Location: Wynyard Quarter, Auckland, Aotearoa New Zealand
Project type: Community-led urban food-growing space
Delivery/lead organisations: Volunteer community group (with support from local organisations)
Date/period: 2010s – present
Scale: Site
Primary system or theme: Community stewardship, urban food production

Context

Why this site matters
Daldy Street Community Garden is located within Auckland’s inner-city waterfront precinct, where apartment living limits access to private gardens.
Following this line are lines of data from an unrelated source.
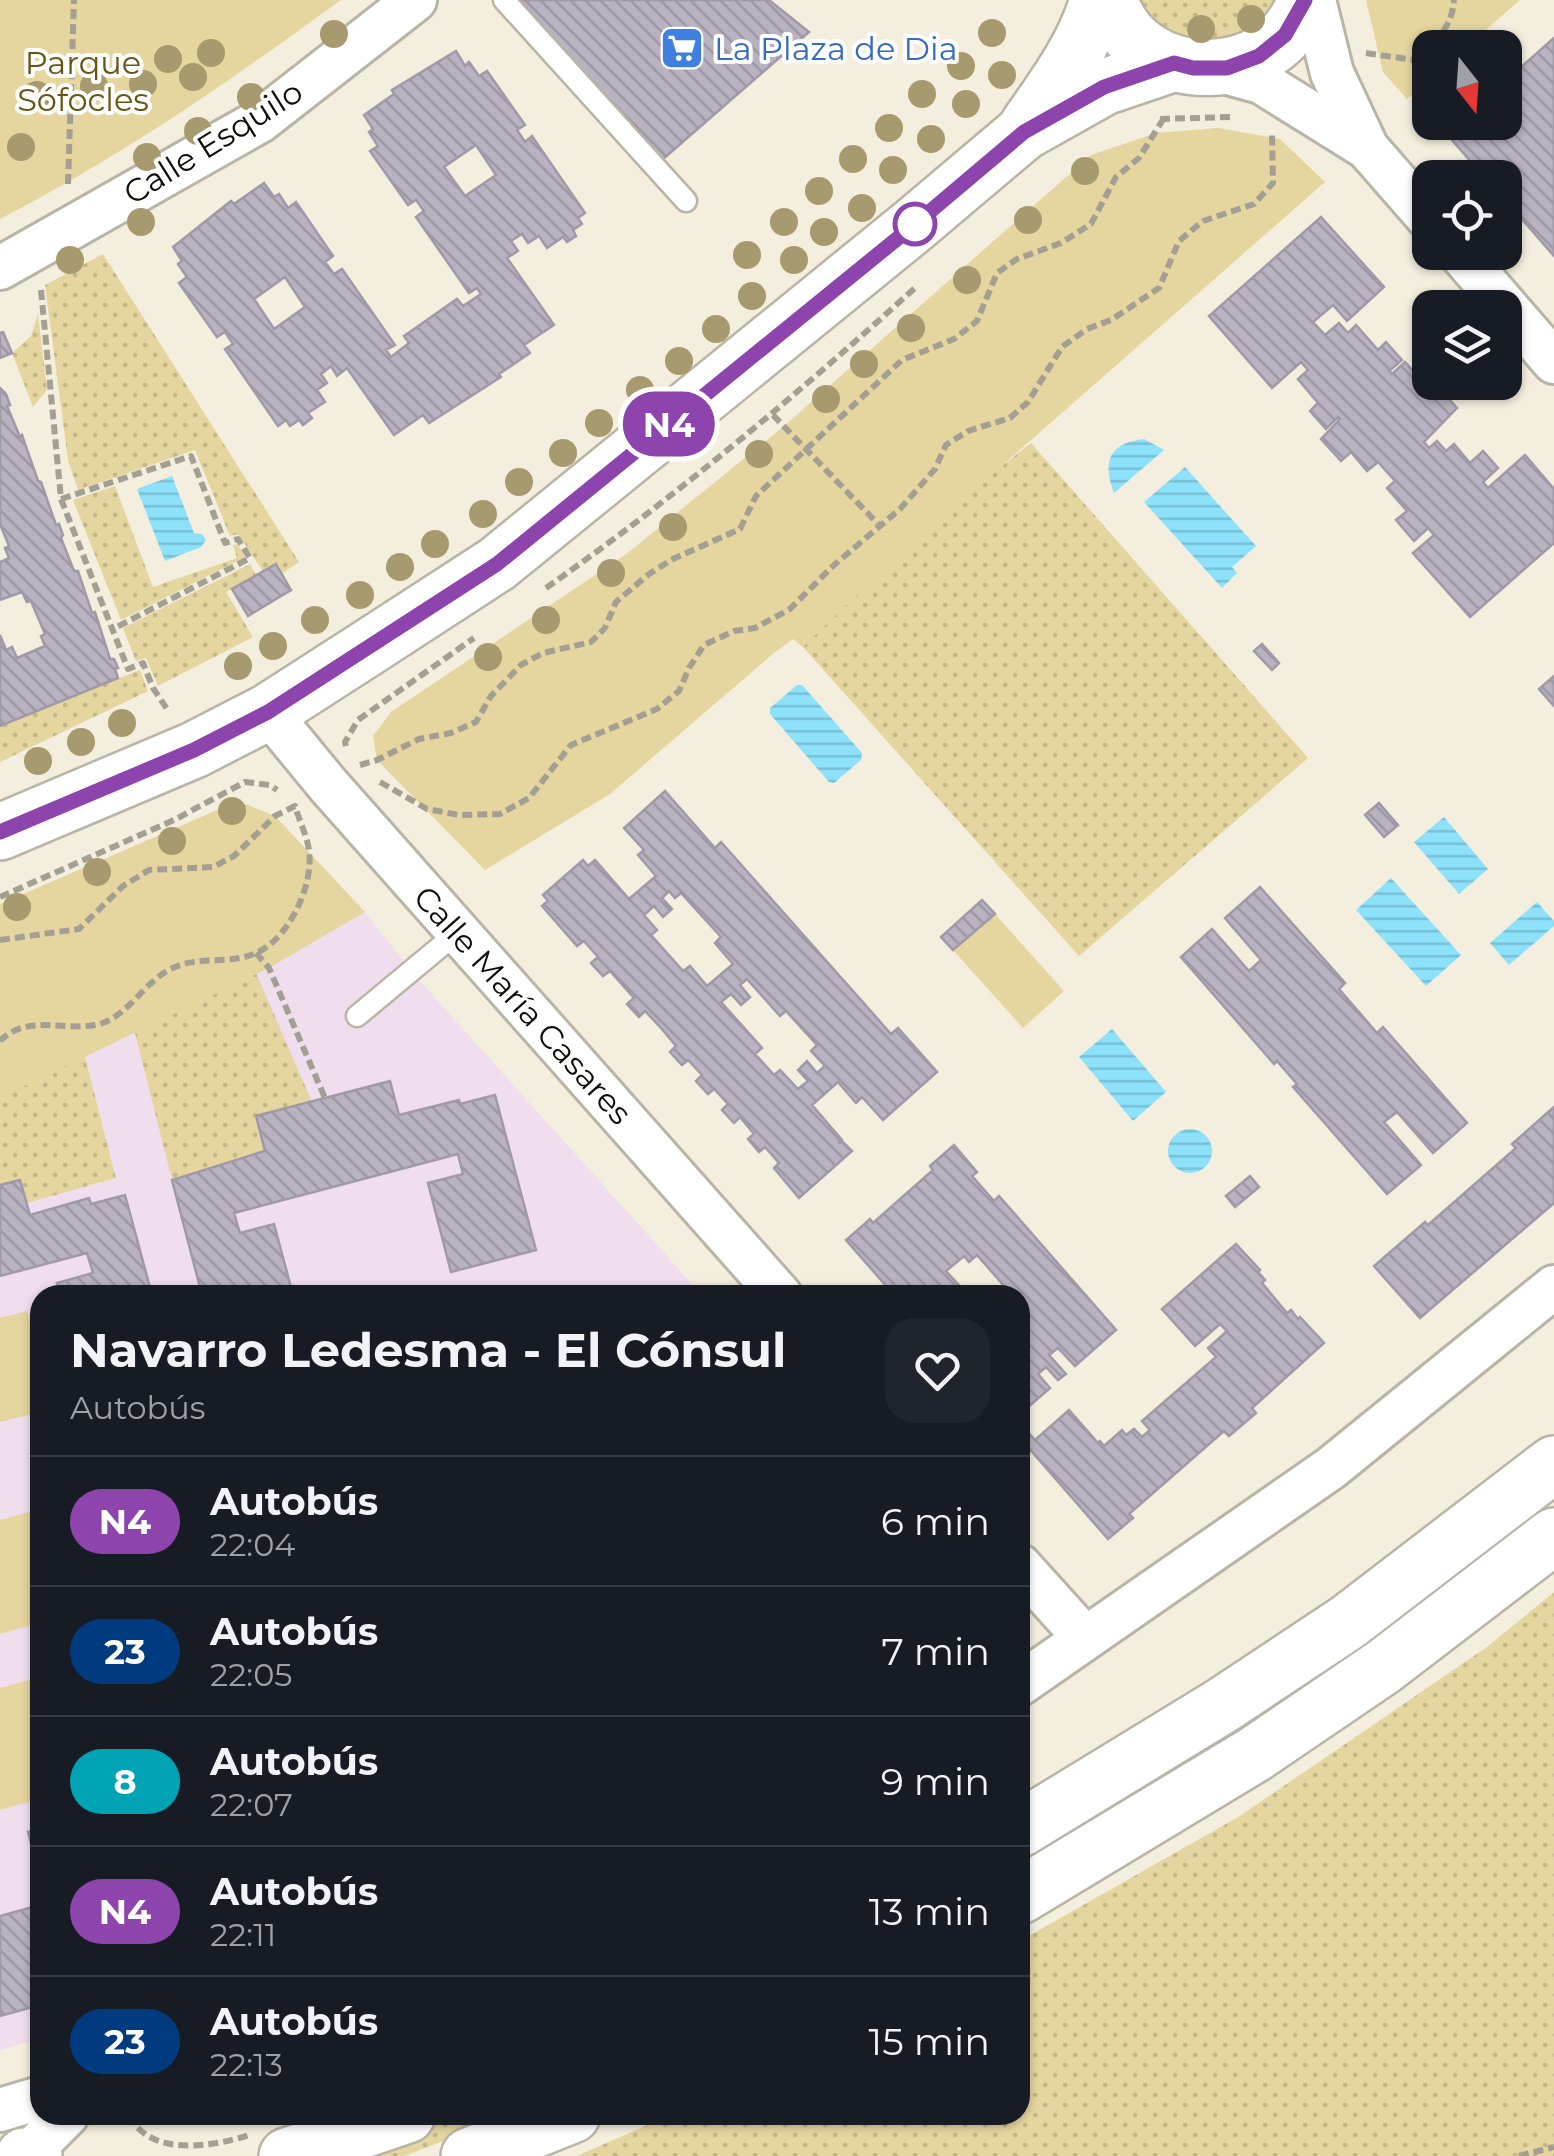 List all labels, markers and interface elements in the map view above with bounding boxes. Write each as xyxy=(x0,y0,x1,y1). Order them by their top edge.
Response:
supermarket icon: La Plaza de Dia xyxy=(659,25,705,71)
place label: La Plaza de Dia xyxy=(714,29,958,68)
north arrow xyxy=(1412,30,1522,140)
map controls xyxy=(1412,30,1522,400)
park label: Parque Sófocles xyxy=(17,43,149,119)
street label: Calle Esquilo xyxy=(116,72,310,212)
button: locate xyxy=(1412,160,1522,270)
unlabelled marker xyxy=(894,203,936,245)
button: layers xyxy=(1412,290,1522,400)
line badge: N4 xyxy=(624,392,714,456)
text: N4 xyxy=(643,403,695,446)
street label: Calle María Casares xyxy=(406,878,640,1132)
button: heart xyxy=(885,1318,990,1423)
text: Navarro Ledesma - El Cónsul xyxy=(70,1321,786,1379)
text: Autobús xyxy=(70,1388,205,1427)
text: Autobús xyxy=(210,1478,378,1525)
text: 6 min xyxy=(881,1498,990,1545)
text: N4 xyxy=(99,1500,151,1543)
text: 22:04 xyxy=(210,1525,295,1564)
text: Autobús xyxy=(210,1608,378,1655)
text: 7 min xyxy=(881,1628,990,1675)
text: 23 xyxy=(104,1630,146,1673)
text: 22:05 xyxy=(210,1655,292,1694)
text: Autobús xyxy=(210,1738,378,1785)
text: 9 min xyxy=(881,1758,990,1805)
text: 8 xyxy=(113,1760,137,1803)
text: 22:07 xyxy=(210,1785,293,1824)
text: Autobús xyxy=(210,1868,378,1915)
text: 13 min xyxy=(869,1888,990,1935)
text: N4 xyxy=(99,1890,151,1933)
text: 22:11 xyxy=(210,1915,276,1954)
text: Autobús xyxy=(210,1998,378,2045)
text: 15 min xyxy=(869,2018,990,2065)
text: 23 xyxy=(104,2020,146,2063)
text: 22:13 xyxy=(210,2045,283,2084)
The garden provides a shared food-growing space embedded in a high-profile public realm.1

Challenge or constraint

What wasn’t working/what needed to change
Residents and workers in the Wynyard Quarter had limited opportunities for local food growing or hands-on participation in green space management within a dense, predominantly hardscaped urban environment.1

Intervention

What was done
A volunteer-run community garden was established using raised beds and planters within the public realm to enable shared food growing and collective stewardship.

Key components

  • Raised and containerised planting beds
  • Shared access to food-growing plots
  • Ongoing volunteer maintenance and governance

Implementation notes

Design and delivery considerations

  • Container-based systems avoid reliance on in-situ soils in reclaimed or heavily modified urban land
  • Public-realm location requires coordination with precinct management and event use
  • Long-term viability depends on sustained volunteer participation rather than formal maintenance contracts

Outcomes

Observed or reported outcomes

  • Ongoing community participation in planting and maintenance activities, documented through local media and public listings.1,2
  • Continued operation and visibility of the garden as a recognised community facility within Wynyard Quarter.2

What is plausible but unmeasured

  • Informal learning about food growing and composting
  • Contribution to local place identity and social cohesion
  • Provision of minor habitat resources for urban invertebrates

Evidence and limits

What the evidence supports
Available sources support the role of the garden as a functioning, volunteer-led community food-growing space within an inner-city context.1,2

Key limitations or uncertainties

  • No site-specific ecological monitoring (e.g. biodiversity, soil health) has been published
  • Social and wellbeing outcomes are not formally measured at this site
  • Findings cannot be generalised beyond similar, well-supported community garden contexts

Relevance to design practice

  • Container-based community gardens can enable food growing where ground conditions or land tenure constrain in-ground planting
  • Most transferable where there is an existing or supported community group willing to manage the space over time

References

  1. RNZ. (2022). Community gardening in Auckland’s Wynyard Quarter. Afternoons (audio).
  2. Compost Collective. (n.d.). Daldy St Community Garden.